● **WHAT YOU NEED TO DO**
Return all records exactly. Nothing may be added.

● **EXERCISE MATERIALS**
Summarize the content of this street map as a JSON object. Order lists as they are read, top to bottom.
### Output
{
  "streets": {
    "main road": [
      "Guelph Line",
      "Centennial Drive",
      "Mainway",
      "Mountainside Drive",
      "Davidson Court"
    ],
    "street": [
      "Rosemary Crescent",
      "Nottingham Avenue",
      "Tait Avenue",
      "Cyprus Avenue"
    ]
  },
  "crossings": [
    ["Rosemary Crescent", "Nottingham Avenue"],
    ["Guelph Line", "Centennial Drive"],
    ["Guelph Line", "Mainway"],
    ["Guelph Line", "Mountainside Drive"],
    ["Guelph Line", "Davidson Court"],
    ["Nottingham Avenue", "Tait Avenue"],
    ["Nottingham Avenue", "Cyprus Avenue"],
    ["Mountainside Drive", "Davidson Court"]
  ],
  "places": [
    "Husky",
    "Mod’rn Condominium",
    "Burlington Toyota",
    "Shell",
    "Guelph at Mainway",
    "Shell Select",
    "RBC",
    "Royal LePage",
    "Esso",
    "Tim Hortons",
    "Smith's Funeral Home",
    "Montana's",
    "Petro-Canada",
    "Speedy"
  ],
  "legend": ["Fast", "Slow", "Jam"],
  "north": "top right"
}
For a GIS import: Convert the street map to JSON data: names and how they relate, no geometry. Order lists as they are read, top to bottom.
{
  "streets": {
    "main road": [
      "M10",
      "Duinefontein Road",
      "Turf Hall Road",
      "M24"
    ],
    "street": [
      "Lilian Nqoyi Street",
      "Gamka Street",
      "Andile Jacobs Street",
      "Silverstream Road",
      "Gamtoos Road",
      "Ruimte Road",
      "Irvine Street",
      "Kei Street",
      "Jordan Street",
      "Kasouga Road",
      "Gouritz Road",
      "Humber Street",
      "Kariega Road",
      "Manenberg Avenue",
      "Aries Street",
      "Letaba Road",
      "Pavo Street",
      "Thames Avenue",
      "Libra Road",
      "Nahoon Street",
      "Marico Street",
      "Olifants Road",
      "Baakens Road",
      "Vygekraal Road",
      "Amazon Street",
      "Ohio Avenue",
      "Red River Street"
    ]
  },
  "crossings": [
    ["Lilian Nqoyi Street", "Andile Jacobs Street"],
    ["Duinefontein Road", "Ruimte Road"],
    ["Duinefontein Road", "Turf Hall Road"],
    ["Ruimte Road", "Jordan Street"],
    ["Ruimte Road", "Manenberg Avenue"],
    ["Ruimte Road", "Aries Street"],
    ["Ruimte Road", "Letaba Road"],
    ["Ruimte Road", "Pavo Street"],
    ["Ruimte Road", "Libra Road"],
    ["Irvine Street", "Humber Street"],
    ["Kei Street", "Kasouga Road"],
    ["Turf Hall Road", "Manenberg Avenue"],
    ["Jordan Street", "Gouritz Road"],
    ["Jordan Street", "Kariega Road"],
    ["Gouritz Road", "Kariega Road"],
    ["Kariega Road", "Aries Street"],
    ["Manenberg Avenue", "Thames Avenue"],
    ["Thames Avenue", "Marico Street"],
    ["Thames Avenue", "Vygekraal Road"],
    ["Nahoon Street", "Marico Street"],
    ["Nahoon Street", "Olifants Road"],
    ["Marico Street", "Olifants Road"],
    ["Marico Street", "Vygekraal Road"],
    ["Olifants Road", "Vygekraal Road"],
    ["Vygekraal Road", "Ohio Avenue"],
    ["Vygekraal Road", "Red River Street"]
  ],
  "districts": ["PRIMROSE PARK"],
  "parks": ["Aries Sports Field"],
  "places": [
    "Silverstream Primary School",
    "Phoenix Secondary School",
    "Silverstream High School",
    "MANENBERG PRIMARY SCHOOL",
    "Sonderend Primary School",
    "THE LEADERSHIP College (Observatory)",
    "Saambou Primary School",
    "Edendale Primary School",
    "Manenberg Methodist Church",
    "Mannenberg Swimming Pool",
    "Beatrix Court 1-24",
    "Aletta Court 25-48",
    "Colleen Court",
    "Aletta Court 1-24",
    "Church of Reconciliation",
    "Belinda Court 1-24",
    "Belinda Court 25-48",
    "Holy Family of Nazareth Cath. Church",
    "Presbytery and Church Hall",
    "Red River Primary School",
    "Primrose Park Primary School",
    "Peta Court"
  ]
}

● **YOUR SOLUTION**
Summarize the content of this street map as a JSON object. Order lists as they are read, top to bottom.
### Output
{
  "streets": {
    "main road": [
      "Guelph Line",
      "Centennial Drive",
      "Mainway",
      "Mountainside Drive",
      "Davidson Court"
    ],
    "street": [
      "Rosemary Crescent",
      "Nottingham Avenue",
      "Tait Avenue",
      "Cyprus Avenue"
    ]
  },
  "crossings": [
    ["Rosemary Crescent", "Nottingham Avenue"],
    ["Guelph Line", "Centennial Drive"],
    ["Guelph Line", "Mainway"],
    ["Guelph Line", "Mountainside Drive"],
    ["Guelph Line", "Davidson Court"],
    ["Nottingham Avenue", "Tait Avenue"],
    ["Nottingham Avenue", "Cyprus Avenue"],
    ["Mountainside Drive", "Davidson Court"]
  ],
  "places": [
    "Husky",
    "Mod’rn Condominium",
    "Burlington Toyota",
    "Shell",
    "Guelph at Mainway",
    "Shell Select",
    "RBC",
    "Royal LePage",
    "Esso",
    "Tim Hortons",
    "Smith's Funeral Home",
    "Montana's",
    "Petro-Canada",
    "Speedy"
  ],
  "legend": ["Fast", "Slow", "Jam"],
  "north": "top right"
}
For a GIS import: Convert the street map to JSON data: names and how they relate, no geometry. Order lists as they are read, top to bottom.
{
  "streets": {
    "main road": [
      "M10",
      "Duinefontein Road",
      "Turf Hall Road",
      "M24"
    ],
    "street": [
      "Lilian Nqoyi Street",
      "Gamka Street",
      "Andile Jacobs Street",
      "Silverstream Road",
      "Gamtoos Road",
      "Ruimte Road",
      "Irvine Street",
      "Kei Street",
      "Jordan Street",
      "Kasouga Road",
      "Gouritz Road",
      "Humber Street",
      "Kariega Road",
      "Manenberg Avenue",
      "Aries Street",
      "Letaba Road",
      "Pavo Street",
      "Thames Avenue",
      "Libra Road",
      "Nahoon Street",
      "Marico Street",
      "Olifants Road",
      "Baakens Road",
      "Vygekraal Road",
      "Amazon Street",
      "Ohio Avenue",
      "Red River Street"
    ]
  },
  "crossings": [
    ["Lilian Nqoyi Street", "Andile Jacobs Street"],
    ["Duinefontein Road", "Ruimte Road"],
    ["Duinefontein Road", "Turf Hall Road"],
    ["Ruimte Road", "Jordan Street"],
    ["Ruimte Road", "Manenberg Avenue"],
    ["Ruimte Road", "Aries Street"],
    ["Ruimte Road", "Letaba Road"],
    ["Ruimte Road", "Pavo Street"],
    ["Ruimte Road", "Libra Road"],
    ["Irvine Street", "Humber Street"],
    ["Kei Street", "Kasouga Road"],
    ["Turf Hall Road", "Manenberg Avenue"],
    ["Jordan Street", "Gouritz Road"],
    ["Jordan Street", "Kariega Road"],
    ["Gouritz Road", "Kariega Road"],
    ["Kariega Road", "Aries Street"],
    ["Manenberg Avenue", "Thames Avenue"],
    ["Thames Avenue", "Marico Street"],
    ["Thames Avenue", "Vygekraal Road"],
    ["Nahoon Street", "Marico Street"],
    ["Nahoon Street", "Olifants Road"],
    ["Marico Street", "Olifants Road"],
    ["Marico Street", "Vygekraal Road"],
    ["Olifants Road", "Vygekraal Road"],
    ["Vygekraal Road", "Ohio Avenue"],
    ["Vygekraal Road", "Red River Street"]
  ],
  "districts": ["PRIMROSE PARK"],
  "parks": ["Aries Sports Field"],
  "places": [
    "Silverstream Primary School",
    "Phoenix Secondary School",
    "Silverstream High School",
    "MANENBERG PRIMARY SCHOOL",
    "Sonderend Primary School",
    "THE LEADERSHIP College (Observatory)",
    "Saambou Primary School",
    "Edendale Primary School",
    "Manenberg Methodist Church",
    "Mannenberg Swimming Pool",
    "Beatrix Court 1-24",
    "Aletta Court 25-48",
    "Colleen Court",
    "Aletta Court 1-24",
    "Church of Reconciliation",
    "Belinda Court 1-24",
    "Belinda Court 25-48",
    "Holy Family of Nazareth Cath. Church",
    "Presbytery and Church Hall",
    "Red River Primary School",
    "Primrose Park Primary School",
    "Peta Court"
  ]
}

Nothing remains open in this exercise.